Since π/12 corresponds to a 30-degree angle, we know that cos (30 degrees) = (1/2). Therefore, cos (π/12) = (1/2).
Substituting this into the half-angle identity, we get: cos^2 (11π/24) = (1 + (1/2))/2.
Simplify this expression to find the exact value for cos (11π/24).
1. To solve the equation 2cos^2x - 3cosx + 1 = 0 for 0 ≤ x < 2π, we can use factoring or the quadratic formula.
One way to solve this equation is by factoring:
2cos^2x - 3cosx + 1 = 0
(2cosx - 1)(cosx - 1) = 0
We set each factor equal to zero:
2cosx - 1 = 0
cosx = 1/2
cosx - 1 = 0
cosx = 1
Solving for x gives us two possible solutions:
cosx = 1/2 --> x = π/3 or x = (5π)/3
cosx = 1 --> x = 0
Therefore, the solutions to the equation are x = 0, x = π/3, and x = (5π)/3.
2. To solve the equation 2sinx - 1 = 0 for 0 ≤ x < 360 degrees, we can isolate the sine term and then solve for x.

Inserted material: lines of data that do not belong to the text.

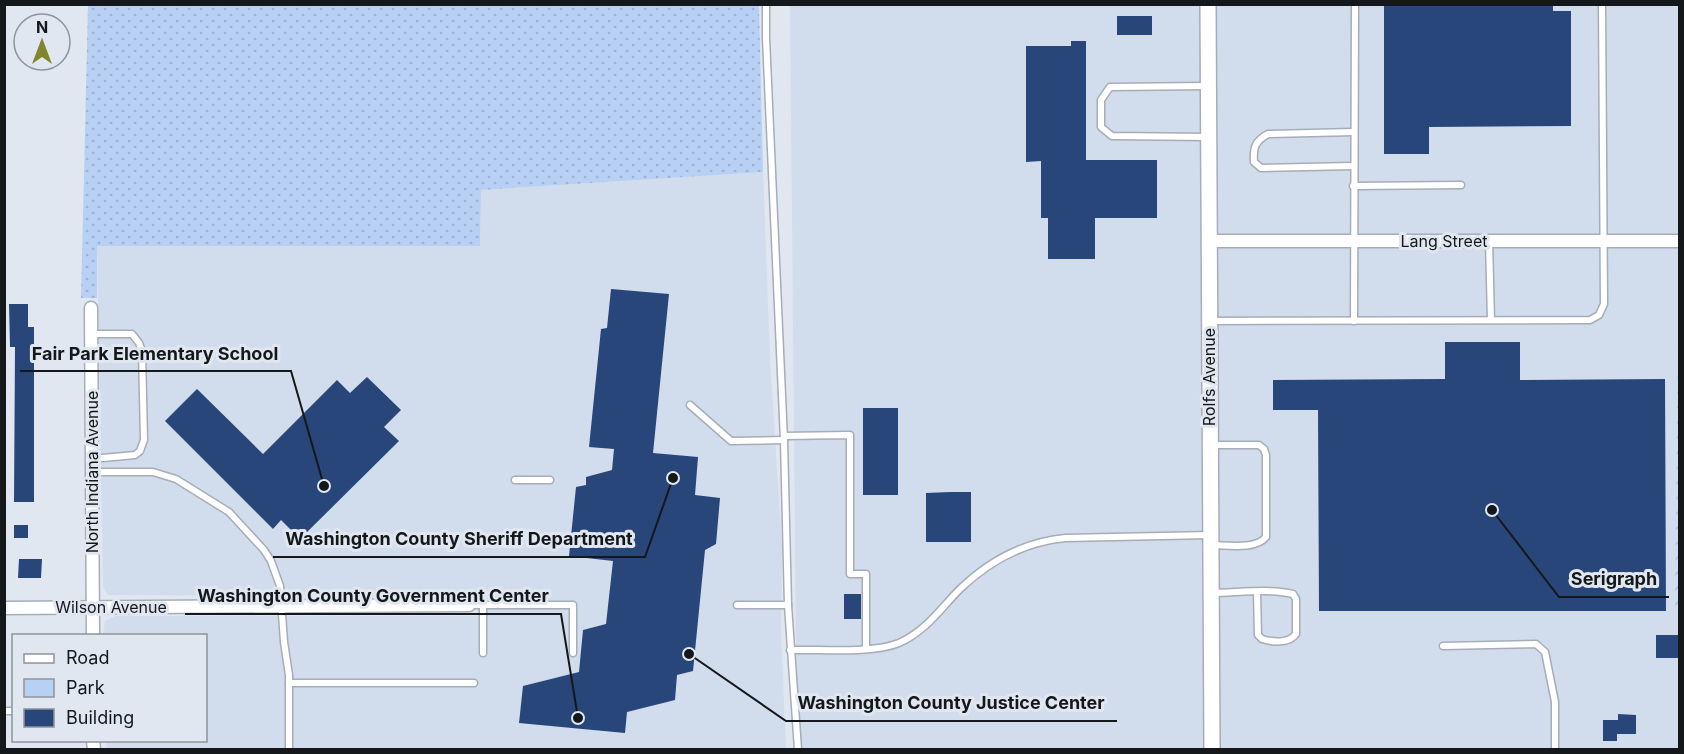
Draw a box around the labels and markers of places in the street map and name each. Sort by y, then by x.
callout: Fair Park Elementary School [20,335,291,371]
callout: Washington County Sheriff Department [273,521,645,557]
callout: Serigraph [1559,561,1669,597]
callout: Washington County Government Center [185,578,561,614]
callout: Washington County Justice Center [786,685,1117,721]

First, add 1 to both sides of the equation:
2sinx = 1
Next, divide both sides by 2:
sinx = 1/2
To find the angle whose sine is 1/2, we can use the inverse sine function or reference angles. Since 1/2 corresponds to a 30-degree angle, we know that sin(30 degrees) = 1/2.
Therefore, the solutions to the equation are x = 30 degrees and x = 150 degrees.

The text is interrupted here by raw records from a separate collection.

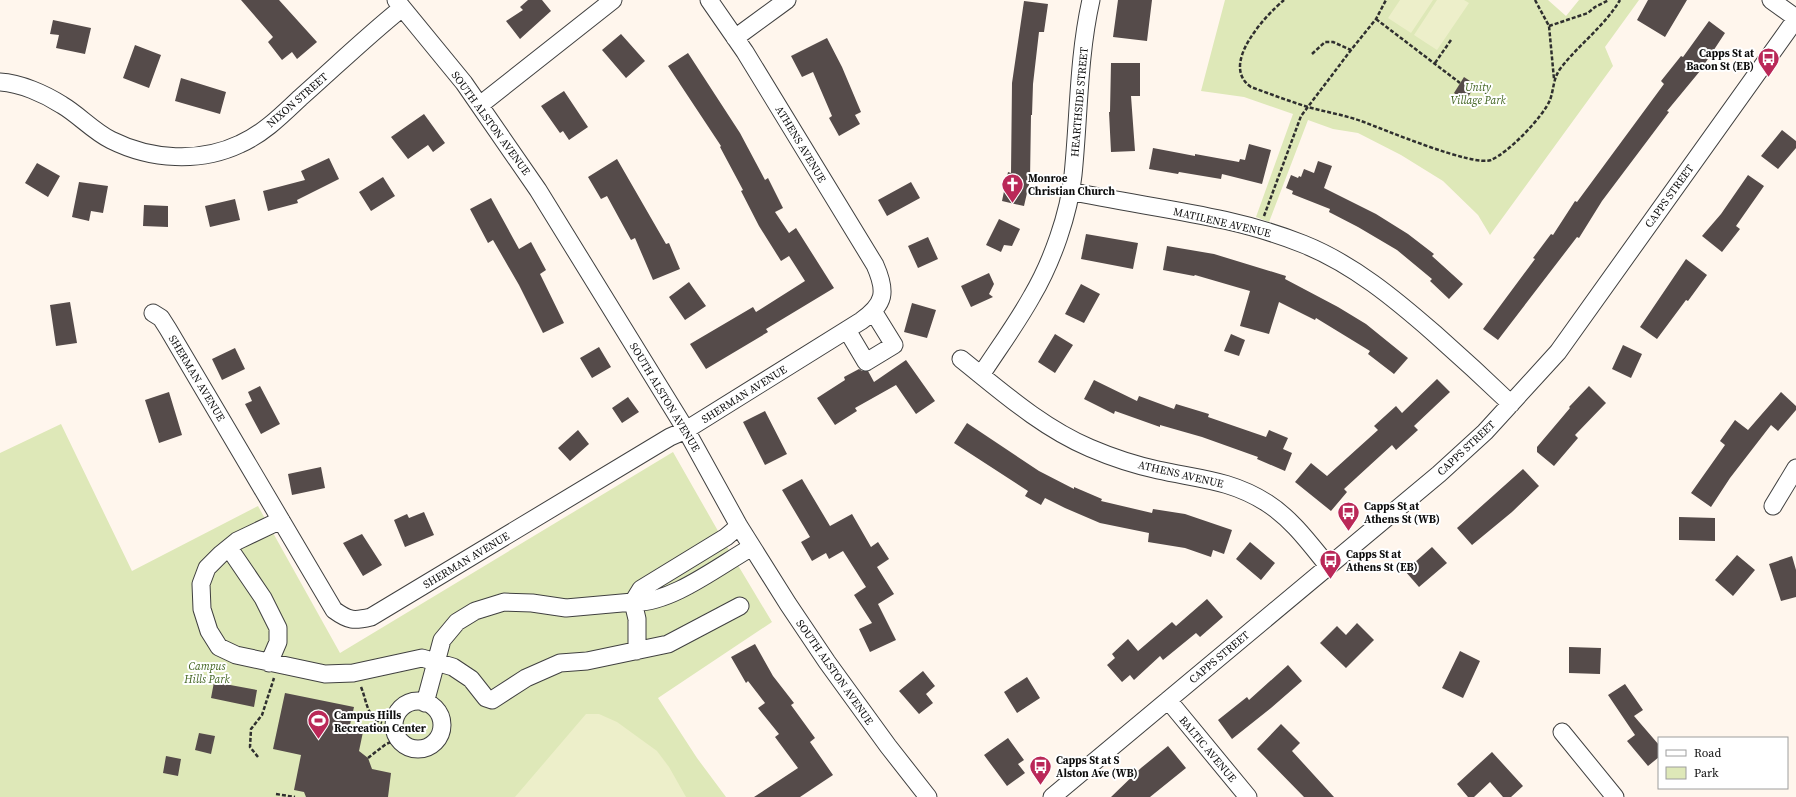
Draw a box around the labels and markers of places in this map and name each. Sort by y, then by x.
place label: Capps St at Bacon St (EB) [1686,46,1755,74]
bus stop icon: Capps St at Bacon St (EB) [1756,46,1782,79]
church icon: Monroe Christian Church [1000,171,1026,204]
place label: Monroe Christian Church [1028,171,1115,199]
bus stop icon: Capps St at Athens St (WB) [1336,499,1362,532]
place label: Capps St at Athens St (WB) [1364,499,1440,527]
bus stop icon: Capps St at Athens St (EB) [1318,547,1344,580]
place label: Capps St at Athens St (EB) [1346,547,1418,575]
sports icon: Campus Hills Recreation Center [305,708,331,741]
place label: Campus Hills Recreation Center [334,708,427,736]
bus stop icon: Capps St at S Alston Ave (WB) [1027,753,1053,786]
place label: Capps St at S Alston Ave (WB) [1056,753,1138,781]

3. To solve the equation sin^2x = cos^2x for 0 degrees ≤ x < 360 degrees, we can use the Pythagorean identity sin^2(x) + cos^2(x) = 1.
Given the equation sin^2(x) = cos^2(x), we can substitute it into the Pythagorean identity:
(sin^2x) + (sin^2x) = 1
2sin^2x = 1
sin^2x = 1/2
Taking the square root of both sides gives us two possible solutions:
sinx = ±√(1/2)
Using the reference angle, we find that sin(45 degrees) = √(1/2).
Therefore, the solutions to the equation are x = 45 degrees and x = 135 degrees.
4. To solve the equation sinx - 2sinx cosx = 0 for 0 ≤ x < 2π, we can factor out sinx from the equation:
sinx(1 - 2cosx) = 0
Now we have two possibilities:
1. sinx = 0, which means x = 0 or x = π.
2. 1 - 2cosx = 0, which gives us 2cosx = 1, cosx = 1/2, and x = π/3 or x = (5π)/3.
Therefore, the solutions to the equation are x = 0, x = π, x = π/3, and x = (5π)/3.